Check out last night’s box score here.
Three things of note:
1) Bench production. Brooklyn’s bench scored a grand total of 13 points on 5-18 shooting, didn’t block a shot or swipe a steal, and didn’t get to the free throw line once. Warriors backup point guard Jarret Jack scored 15 points, shooting 7-12, and notched eight assists by his lonesome. Warriors backup forward Draymond Green picked up 10 rebounds, three assists, and three steals in 28 minutes.
2) Three-pointers. Some of these numbers are skewed because the clawing Nets fired three-point shots with reckless abandon down the stretch to try to close the gap, but the Nets only shot 11-33 from outside the arc to the Warriors’ 9-19. Normally I’m a proponent of overshooting threes — they’re worth more — but when you miss 22 of them, that’s 22 attempts that weren’t higher-percentage two-point shots. The Warriors seemed to have no trouble hitting threes throughout the game; outside of some nice buckets from Joe Johnson and C.J. Watson, Brooklyn struggled with the arc last night.
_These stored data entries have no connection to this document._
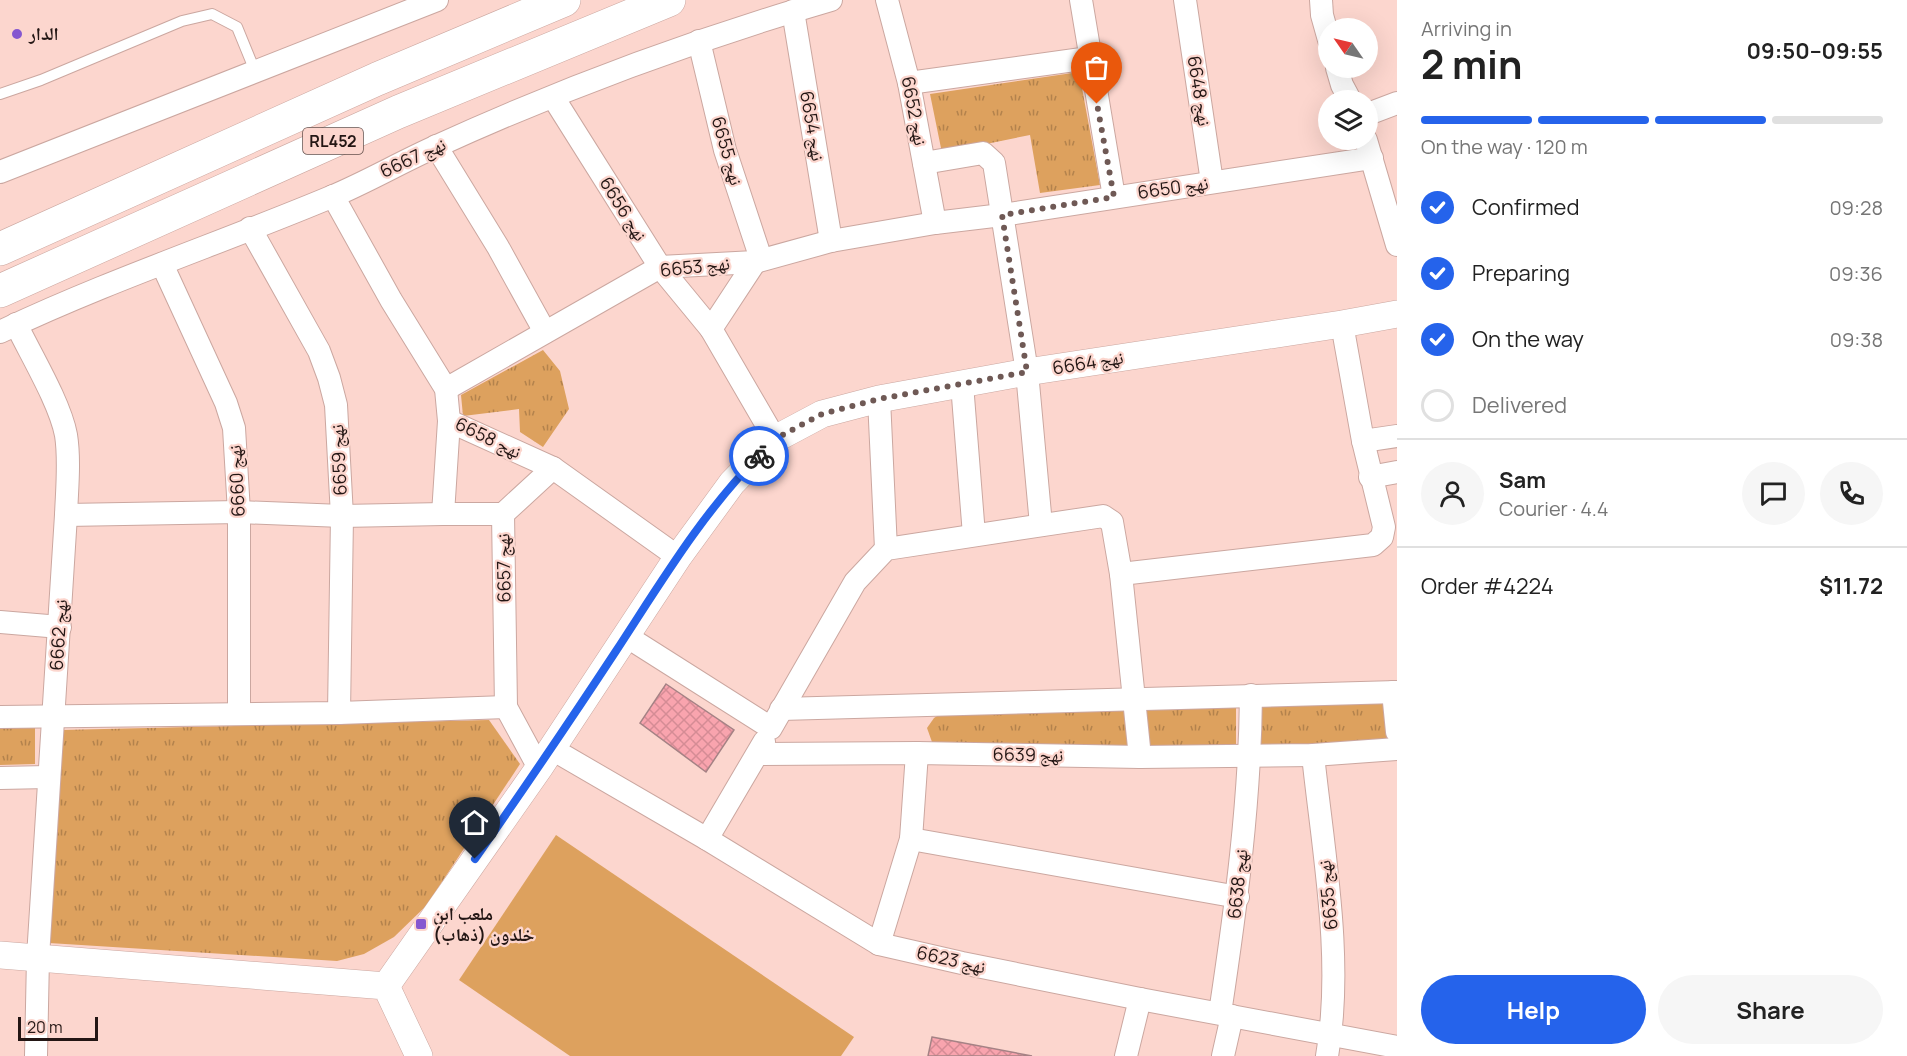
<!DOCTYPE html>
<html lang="en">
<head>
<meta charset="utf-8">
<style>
  body { margin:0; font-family:Manrope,"Noto Naskh Arabic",sans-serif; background:#f6f6f6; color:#222; height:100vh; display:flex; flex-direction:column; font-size:22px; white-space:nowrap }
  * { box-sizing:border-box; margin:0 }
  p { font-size:20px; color:#767676 }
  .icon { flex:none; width:33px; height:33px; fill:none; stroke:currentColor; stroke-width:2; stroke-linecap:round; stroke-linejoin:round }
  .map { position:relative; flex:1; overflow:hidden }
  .drawer { display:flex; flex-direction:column; background:#fff; width:510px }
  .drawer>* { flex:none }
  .needle { width:39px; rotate:304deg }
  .tools { position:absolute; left:1318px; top:18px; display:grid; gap:12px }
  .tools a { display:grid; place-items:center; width:60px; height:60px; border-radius:50%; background:#fff; box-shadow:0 6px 24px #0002; font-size:30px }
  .scale { position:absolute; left:18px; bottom:15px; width:80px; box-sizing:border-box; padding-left:6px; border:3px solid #231614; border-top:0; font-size:16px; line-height:21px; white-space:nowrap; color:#231614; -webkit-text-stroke:4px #fcd6ce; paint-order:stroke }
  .pin { position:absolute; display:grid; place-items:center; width:51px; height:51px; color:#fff; margin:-62px -26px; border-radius:50% 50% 50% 0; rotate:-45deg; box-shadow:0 0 6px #0007 }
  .pin .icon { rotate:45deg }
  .courier { position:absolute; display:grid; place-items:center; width:60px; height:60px; margin:-30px; border:4px solid #2563eb; border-radius:50%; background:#fff; color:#222; box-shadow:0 2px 8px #0007 }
  .summary em { font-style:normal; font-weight:700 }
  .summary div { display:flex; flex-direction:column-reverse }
  .summary { display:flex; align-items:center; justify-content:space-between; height:102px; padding:0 24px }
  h1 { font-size:39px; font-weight:700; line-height:45px }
  .bar { display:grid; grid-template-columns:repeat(4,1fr); gap:9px 6px; align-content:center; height:72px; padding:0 24px }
  .bar i { height:8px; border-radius:4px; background:#e0e0e0 }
  .bar .active { background:#2563eb }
  .bar p { grid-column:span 4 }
  .line { display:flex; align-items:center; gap:15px; padding:0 24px; border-top:2px solid #e0e0e0 }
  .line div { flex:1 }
  .round { display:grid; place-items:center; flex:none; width:63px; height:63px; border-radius:32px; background:#f6f6f6 }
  ol { padding:0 24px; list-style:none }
  li { display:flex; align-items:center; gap:18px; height:66px }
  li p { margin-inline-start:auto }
  li .icon { padding:6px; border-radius:50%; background:#2563eb; color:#fff; stroke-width:4 }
  li:last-child { color:#767676 }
  li i { width:33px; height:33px; border:3px solid #e0e0e0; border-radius:50% }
  .button { display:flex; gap:12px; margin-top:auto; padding:12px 24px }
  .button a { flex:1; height:69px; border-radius:36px; background:#2563eb; color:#fff; font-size:24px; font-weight:700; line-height:69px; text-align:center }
  .button a+a { background:#f6f6f6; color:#222 }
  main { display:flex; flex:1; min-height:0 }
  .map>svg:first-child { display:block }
  .grass { fill:url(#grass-tufts) }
  .pitch { fill:#dda15e }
  .building { fill:url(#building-cross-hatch); stroke:#a58285; stroke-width:1.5 }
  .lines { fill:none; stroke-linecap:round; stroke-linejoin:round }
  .service-casing { stroke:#cba7a0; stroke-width:12 }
  .minor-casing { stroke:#cba7a0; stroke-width:24 }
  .tertiary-casing { stroke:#cba7a0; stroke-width:28 }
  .trunk-casing { stroke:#cba7a0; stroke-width:34 }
  .service { stroke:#fff; stroke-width:10 }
  .minor { stroke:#fff; stroke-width:22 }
  .tertiary { stroke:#fff; stroke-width:27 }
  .trunk { stroke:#fff; stroke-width:33 }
  .done { stroke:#6f5955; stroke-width:6; stroke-dasharray:0 10.8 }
  .route { stroke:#2563eb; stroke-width:8 }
  .poi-dot { fill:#8557d0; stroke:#fcd6ce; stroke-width:2 }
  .labels { text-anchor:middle; stroke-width:4.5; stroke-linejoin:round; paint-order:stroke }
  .shield { fill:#fcd6ce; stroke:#64504c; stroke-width:1.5 }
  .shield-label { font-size:16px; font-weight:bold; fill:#231614 }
  .poi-label { font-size:18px; font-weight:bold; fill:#231614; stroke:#fcd6ce; text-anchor:start }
  .street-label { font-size:18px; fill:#231614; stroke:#fcd6ce }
</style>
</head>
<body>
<main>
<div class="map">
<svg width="1397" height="1056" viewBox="0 0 1397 1056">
  <defs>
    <pattern id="grass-tufts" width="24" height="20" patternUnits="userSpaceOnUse" patternTransform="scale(1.5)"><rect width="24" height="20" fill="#dda15e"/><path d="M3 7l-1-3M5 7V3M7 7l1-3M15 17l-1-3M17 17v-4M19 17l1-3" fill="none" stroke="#b3824c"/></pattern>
    <pattern id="building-cross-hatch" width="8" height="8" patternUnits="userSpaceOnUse" patternTransform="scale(1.5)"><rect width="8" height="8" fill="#f9a4ae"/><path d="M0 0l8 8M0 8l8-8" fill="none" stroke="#d58c95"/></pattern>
  </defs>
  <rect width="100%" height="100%" fill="#fcd6ce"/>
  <g class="grass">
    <polygon points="1079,72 1100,185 1040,193 1030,135 942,153 930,94"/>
    <polygon points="543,350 560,371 569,409 543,447 520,432 519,409 463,416 461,395"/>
    <polygon points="1383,701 1388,744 1252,747 1252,703"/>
    <polygon points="1236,703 1236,747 1145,749 1141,704"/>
    <polygon points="1126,705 1132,749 932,742 927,728 934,718 948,709"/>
    <polygon points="489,720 520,764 426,906 394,937 364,954 337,961 49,943 61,730"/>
    <polygon points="35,723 35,764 0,765 0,724"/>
  </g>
  <polygon class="pitch" points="556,835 854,1037 841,1056 570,1056 459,980"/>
  <g class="building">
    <polygon points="666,684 734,730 706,772 640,723"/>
    <polygon points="932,1037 1032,1056 928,1056"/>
  </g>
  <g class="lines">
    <g class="service-casing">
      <polyline id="service" points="0,94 41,80 182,21 212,14 237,27 255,71"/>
    </g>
    <g class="minor-casing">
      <g id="minor">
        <polyline points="887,0 909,83 935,223"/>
        <polyline points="1081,0 1114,197"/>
        <polyline points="1185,0 1212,182"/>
        <polyline points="1321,0 1322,15 1329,40"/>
        <polyline points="793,11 831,241"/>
        <polyline points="699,41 725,150 761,259"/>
        <polyline points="1337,68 1342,85 1350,100"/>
        <polyline points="909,83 1089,58"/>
        <polyline points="553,97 660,267 711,329 775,439"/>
        <polyline points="1368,114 1397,103"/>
        <polyline points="1366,140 1397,245"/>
        <polyline points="436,146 498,247 545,332"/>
        <polyline points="924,163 983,153 994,163 1027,372 1041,525"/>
        <polyline points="0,172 437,0"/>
        <polyline points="333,196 391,300 446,389 449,421 443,514 503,514 506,707 539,768"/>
        <polyline points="250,228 319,351 329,378 336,405 342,516 339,713"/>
        <polyline points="162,264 226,403 234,428 239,512 239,714"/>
        <path d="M 16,324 C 31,355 60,403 66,435 C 70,460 67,489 66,515 L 38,957 L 36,1056"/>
        <polyline points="711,329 755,262"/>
        <path d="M 0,332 C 107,281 221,243 331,197 C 367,182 401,162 437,146 C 564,88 697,39 831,0"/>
        <polyline points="962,384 974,535"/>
        <polyline points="446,389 660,267 755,262 831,241 935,223 1002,215 1372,158"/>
        <polyline points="879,399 886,549"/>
        <polyline points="449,421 553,468 678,557"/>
        <polyline points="1363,441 1397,436"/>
        <polyline points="1370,477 1397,472"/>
        <polyline points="503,514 553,468"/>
        <polyline points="66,515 239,512 342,516 443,514"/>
        <polyline points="1121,574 1373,545 1382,537 1384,527 1363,441 1342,324"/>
        <polyline points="0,622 60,627"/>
        <polyline points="626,636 771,728 855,582 886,549 1103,516 1112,522 1121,574 1140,757"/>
        <polyline points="1393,692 1397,732"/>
        <polyline points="781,709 1397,692"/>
        <polyline points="0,717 339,713 506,707"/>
        <polyline points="552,749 707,839 879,944 962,963 1140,999 1397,1047"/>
        <polyline points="758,754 917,753 1140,757 1313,755 1397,749"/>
        <path d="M 1313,755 C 1323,851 1344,961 1327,1056"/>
        <polyline points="0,778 48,777"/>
        <polyline points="707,839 764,742"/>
        <polyline points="911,839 1238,897"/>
        <polyline points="879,944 911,839 917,753"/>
        <path d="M 1220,1013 C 1236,907 1250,802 1251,695"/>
        <polyline points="1126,1056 1140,999"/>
        <polyline points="1223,1056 1232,1016"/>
      </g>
    </g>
    <g class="tertiary-casing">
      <g id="tertiary">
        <polyline points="0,955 386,986 419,1056"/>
        <polyline points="386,986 539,768 678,557 732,483 775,439 822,414 879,399 1027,372 1342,324 1397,314"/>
      </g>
    </g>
    <g class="trunk-casing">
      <g id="trunk">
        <polyline points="0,249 377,79 564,0"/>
        <polyline points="0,291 398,112 669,0"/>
      </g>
    </g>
    <use href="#service" class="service"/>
    <use href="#minor" class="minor"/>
    <use href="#tertiary" class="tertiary"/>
    <use href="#trunk" class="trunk"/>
  </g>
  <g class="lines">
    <polyline class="done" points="759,456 775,439 822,414 879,399 1027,372 1002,215 1114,197 1097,104"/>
    <path class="route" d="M 475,859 C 523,790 570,721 616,651 C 660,584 702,513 759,456"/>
  </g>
  <g class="poi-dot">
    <circle cx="17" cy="34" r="6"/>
    <rect x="415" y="918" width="12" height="12" rx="3"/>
  </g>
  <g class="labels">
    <rect class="shield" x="303" y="128" width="60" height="26" rx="4.5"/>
    <g class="shield-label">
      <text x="333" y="147">RL452</text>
    </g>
    <g class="poi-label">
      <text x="29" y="40">الدار</text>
      <text x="433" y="920">ملعب ابن<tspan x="433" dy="21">خلدون (ذهاب)</tspan></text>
    </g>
    <g class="street-label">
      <text transform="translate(1199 91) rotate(81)" y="6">نهج 6648</text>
      <text transform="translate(914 111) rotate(79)" y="6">نهج 6652</text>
      <text transform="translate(812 126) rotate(80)" y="6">نهج 6654</text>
      <text transform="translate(727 151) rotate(74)" y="6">نهج 6655</text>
      <text transform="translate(413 158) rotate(-25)" y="6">نهج 6667</text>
      <text transform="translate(1173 188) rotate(-8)" y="6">نهج 6650</text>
      <text transform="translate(623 209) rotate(58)" y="6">نهج 6656</text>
      <text transform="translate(695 267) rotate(-6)" y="6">نهج 6653</text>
      <text transform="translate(1088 363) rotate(-9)" y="6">نهج 6664</text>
      <text transform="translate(488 438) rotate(26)" y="6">نهج 6658</text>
      <text transform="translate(339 460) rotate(-93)" y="6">نهج 6659</text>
      <text transform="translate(237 481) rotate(-93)" y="6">نهج 6660</text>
      <text transform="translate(504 568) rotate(-91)" y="6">نهج 6657</text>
      <text transform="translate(59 635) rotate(-86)" y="6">نهج 6662</text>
      <text transform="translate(1028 755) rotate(1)" y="6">نهج 6639</text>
      <text transform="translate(1238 884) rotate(-84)" y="6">نهج 6638</text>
      <text transform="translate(1328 895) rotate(-96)" y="6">نهج 6635</text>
      <text transform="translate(951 960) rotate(13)" y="6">نهج 6623</text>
    </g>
  </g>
</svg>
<div class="tools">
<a><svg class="needle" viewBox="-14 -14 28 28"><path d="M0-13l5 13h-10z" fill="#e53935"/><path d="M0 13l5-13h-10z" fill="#767676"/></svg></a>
<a><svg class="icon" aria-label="layers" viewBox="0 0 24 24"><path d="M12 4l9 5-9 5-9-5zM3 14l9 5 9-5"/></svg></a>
</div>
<div class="scale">20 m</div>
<div class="pin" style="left:1097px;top:104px;background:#ea580c"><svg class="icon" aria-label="bag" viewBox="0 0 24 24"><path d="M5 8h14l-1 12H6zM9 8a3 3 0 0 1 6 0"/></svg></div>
<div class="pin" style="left:475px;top:859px;background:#1f2937"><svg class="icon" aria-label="home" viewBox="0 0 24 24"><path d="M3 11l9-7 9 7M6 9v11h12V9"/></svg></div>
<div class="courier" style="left:759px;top:456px"><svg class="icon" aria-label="bike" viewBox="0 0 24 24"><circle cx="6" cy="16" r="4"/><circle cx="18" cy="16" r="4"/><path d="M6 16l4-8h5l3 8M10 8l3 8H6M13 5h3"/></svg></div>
</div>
<section class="drawer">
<div class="summary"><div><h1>2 min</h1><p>Arriving in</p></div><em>09:50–09:55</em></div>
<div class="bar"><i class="active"></i><i class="active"></i><i class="active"></i><i></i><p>On the way · 120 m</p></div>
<ol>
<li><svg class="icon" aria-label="check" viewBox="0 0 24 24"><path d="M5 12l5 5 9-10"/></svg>Confirmed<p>09:28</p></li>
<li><svg class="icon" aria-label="check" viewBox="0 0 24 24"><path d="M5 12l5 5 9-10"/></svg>Preparing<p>09:36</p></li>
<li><svg class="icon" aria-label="check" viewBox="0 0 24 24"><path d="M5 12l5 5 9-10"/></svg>On the way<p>09:38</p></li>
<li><i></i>Delivered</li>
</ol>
<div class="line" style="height:108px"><a class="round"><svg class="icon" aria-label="person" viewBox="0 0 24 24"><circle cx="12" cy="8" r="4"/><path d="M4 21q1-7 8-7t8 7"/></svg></a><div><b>Sam</b><p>Courier · 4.4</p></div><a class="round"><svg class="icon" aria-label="chat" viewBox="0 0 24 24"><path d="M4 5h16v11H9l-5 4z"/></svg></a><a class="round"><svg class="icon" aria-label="phone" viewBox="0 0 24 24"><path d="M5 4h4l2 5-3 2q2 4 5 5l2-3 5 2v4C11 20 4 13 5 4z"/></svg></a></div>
<div class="line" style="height:78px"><div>Order #4224</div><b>$11.72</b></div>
<div class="button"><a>Help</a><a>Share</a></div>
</section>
</main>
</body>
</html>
3) Offensive rebounds. Looking at the box score, it’s amazing to me that Brooklyn and Golden State both ended with 15 offensive rebounds. In the fourth quarter it seemed to be the biggest disparity, but even then both teams had the same number of fourth-quarter offensive rebounds (6). The difference? Golden State’s came throughout the fourth quarter and led to three easy putbacks that extended the lead.